> **What is expected**: Tally the lines below containing the word "place" and give that total alone.

Dataset entries:
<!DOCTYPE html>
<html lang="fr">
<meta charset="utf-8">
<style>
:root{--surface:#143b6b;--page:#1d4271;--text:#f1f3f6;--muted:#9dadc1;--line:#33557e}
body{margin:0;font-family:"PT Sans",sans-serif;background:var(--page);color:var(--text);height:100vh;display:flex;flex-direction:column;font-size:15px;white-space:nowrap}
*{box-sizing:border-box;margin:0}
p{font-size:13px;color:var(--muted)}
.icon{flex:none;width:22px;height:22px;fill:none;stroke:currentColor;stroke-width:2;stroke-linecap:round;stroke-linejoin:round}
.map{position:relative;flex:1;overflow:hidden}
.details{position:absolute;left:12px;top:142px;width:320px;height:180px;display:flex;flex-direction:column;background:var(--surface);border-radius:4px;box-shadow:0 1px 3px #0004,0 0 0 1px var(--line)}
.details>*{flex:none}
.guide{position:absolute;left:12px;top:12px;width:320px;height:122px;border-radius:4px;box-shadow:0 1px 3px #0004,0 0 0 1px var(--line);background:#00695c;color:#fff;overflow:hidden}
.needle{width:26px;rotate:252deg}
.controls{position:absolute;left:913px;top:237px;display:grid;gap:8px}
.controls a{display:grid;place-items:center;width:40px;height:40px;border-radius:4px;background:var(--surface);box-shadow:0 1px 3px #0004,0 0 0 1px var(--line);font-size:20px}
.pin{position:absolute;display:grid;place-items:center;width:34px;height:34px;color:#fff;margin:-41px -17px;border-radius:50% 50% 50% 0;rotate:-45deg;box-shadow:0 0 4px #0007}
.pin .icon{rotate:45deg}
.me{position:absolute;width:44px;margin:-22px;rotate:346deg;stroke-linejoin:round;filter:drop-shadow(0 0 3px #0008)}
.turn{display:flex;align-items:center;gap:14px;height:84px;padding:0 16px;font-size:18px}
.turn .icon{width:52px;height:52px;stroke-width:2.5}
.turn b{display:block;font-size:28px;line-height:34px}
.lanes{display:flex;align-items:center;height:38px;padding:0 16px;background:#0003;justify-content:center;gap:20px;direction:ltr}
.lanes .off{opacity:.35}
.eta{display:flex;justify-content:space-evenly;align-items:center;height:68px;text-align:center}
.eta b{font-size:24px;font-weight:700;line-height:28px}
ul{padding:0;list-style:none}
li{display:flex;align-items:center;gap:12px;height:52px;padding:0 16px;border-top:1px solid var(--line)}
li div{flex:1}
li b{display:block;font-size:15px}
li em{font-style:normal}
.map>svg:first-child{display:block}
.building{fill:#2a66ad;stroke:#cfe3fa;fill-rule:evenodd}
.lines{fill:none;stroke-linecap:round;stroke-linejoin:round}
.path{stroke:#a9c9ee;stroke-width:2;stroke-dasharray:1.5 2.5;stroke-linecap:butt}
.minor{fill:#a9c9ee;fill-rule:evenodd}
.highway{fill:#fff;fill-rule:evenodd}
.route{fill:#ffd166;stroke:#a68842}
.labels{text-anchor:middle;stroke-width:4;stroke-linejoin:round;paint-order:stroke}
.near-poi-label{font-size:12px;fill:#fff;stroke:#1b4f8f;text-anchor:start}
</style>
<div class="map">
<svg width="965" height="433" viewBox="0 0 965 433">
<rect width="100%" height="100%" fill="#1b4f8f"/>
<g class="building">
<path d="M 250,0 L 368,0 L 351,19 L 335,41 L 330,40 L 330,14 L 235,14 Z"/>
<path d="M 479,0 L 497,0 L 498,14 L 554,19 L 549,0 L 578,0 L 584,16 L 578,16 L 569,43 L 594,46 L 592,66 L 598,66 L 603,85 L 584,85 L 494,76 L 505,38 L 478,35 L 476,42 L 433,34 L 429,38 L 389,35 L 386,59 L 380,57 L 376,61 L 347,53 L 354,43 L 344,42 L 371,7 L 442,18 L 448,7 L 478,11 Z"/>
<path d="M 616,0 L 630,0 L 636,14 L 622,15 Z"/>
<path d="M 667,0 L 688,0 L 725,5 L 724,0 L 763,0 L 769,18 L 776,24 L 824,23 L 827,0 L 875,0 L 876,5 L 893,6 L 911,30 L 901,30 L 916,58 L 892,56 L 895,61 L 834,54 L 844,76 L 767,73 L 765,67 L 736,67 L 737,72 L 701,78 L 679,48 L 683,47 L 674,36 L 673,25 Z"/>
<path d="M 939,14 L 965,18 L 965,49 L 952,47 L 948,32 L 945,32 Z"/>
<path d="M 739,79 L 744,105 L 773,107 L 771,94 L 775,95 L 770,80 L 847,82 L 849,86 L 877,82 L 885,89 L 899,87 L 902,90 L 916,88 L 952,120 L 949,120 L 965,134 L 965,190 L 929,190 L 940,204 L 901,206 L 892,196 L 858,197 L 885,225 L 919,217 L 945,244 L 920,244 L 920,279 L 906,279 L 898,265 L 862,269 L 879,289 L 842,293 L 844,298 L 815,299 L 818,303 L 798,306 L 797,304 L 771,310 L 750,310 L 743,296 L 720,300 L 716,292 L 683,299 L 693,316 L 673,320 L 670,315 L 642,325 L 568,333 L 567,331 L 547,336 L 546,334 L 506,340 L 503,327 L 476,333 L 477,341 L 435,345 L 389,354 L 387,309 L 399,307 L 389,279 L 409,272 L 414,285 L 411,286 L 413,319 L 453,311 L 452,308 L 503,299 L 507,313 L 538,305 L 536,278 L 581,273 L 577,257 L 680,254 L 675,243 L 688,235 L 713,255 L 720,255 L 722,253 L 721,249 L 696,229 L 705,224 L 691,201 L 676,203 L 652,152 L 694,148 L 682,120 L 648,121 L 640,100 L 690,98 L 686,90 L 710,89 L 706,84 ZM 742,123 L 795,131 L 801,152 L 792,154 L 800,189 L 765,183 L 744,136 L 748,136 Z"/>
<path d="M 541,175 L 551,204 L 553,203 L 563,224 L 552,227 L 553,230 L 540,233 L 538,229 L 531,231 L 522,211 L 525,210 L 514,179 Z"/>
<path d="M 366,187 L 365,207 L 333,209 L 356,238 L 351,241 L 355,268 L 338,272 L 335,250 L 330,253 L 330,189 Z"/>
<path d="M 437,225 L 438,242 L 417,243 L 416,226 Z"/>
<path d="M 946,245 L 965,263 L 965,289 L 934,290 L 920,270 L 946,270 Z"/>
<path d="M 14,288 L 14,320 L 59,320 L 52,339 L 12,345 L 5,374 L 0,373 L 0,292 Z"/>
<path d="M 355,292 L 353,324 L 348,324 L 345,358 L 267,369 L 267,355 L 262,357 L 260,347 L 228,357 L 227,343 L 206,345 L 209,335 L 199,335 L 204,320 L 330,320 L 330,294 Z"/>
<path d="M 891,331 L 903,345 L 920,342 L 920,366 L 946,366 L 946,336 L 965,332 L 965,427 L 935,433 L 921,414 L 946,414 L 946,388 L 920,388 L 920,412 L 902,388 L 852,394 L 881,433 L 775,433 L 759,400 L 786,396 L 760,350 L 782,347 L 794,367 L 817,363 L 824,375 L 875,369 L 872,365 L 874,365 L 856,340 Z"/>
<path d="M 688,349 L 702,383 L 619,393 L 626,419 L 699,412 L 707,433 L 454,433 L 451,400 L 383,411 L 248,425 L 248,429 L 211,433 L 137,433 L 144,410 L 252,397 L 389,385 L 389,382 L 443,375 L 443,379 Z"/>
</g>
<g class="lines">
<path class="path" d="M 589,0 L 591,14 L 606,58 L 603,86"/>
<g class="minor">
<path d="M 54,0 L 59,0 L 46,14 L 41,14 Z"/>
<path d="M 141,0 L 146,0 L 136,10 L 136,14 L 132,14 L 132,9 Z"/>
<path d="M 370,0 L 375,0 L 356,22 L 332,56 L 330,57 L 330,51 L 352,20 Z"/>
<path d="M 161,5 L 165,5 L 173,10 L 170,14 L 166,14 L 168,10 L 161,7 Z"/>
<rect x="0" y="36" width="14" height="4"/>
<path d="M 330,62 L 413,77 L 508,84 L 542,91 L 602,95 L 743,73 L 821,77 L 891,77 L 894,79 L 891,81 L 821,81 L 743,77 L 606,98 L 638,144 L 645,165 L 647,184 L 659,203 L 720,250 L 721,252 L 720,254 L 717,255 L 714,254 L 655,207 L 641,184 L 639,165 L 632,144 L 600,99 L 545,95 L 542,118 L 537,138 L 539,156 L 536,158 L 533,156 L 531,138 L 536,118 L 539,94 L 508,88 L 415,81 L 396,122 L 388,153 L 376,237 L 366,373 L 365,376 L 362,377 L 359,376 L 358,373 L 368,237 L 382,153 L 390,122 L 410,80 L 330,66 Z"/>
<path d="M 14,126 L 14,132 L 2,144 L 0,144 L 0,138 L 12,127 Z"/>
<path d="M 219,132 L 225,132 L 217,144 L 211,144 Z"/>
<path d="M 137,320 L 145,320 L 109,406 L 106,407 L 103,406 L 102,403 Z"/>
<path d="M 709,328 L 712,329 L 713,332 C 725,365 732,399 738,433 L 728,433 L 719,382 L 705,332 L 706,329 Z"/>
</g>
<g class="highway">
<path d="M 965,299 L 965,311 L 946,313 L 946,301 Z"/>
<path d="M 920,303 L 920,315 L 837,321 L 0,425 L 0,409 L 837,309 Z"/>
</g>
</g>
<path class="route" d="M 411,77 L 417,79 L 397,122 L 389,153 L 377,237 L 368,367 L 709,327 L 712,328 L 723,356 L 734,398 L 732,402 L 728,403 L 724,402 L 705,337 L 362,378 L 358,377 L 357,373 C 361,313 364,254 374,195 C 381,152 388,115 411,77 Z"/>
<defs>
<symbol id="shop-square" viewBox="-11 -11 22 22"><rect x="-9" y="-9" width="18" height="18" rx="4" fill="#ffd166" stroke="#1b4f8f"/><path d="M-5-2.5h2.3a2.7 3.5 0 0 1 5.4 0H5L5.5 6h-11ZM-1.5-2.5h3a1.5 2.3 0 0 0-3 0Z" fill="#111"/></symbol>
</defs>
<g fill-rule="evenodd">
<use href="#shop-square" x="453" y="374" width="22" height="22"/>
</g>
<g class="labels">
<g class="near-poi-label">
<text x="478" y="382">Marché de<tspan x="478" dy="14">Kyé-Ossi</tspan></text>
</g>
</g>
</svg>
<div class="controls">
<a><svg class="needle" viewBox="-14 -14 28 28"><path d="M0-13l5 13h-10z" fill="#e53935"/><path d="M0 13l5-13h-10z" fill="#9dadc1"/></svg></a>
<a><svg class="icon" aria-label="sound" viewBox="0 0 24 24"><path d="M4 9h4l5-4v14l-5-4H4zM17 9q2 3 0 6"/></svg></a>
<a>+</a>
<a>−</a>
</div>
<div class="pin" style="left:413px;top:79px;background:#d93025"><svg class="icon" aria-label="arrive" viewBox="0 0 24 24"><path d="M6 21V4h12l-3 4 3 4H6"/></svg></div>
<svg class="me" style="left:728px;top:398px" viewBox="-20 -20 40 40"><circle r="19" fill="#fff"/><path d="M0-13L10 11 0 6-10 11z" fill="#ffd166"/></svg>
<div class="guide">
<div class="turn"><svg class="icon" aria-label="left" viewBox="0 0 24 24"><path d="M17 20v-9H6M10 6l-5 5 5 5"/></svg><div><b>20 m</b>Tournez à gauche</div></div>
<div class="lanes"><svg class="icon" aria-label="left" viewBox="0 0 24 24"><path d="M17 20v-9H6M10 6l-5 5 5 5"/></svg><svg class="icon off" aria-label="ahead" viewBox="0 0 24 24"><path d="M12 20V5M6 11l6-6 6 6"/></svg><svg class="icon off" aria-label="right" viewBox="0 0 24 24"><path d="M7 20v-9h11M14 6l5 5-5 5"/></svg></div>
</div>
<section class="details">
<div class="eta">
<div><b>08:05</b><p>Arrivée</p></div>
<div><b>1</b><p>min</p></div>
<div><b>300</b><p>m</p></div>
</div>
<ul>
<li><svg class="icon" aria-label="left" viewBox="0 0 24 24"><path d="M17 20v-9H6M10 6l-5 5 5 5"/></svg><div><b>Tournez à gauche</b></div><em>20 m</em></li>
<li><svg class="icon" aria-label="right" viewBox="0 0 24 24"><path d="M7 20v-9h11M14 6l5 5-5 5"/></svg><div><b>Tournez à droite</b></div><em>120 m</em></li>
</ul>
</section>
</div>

> **Result for this task**: 2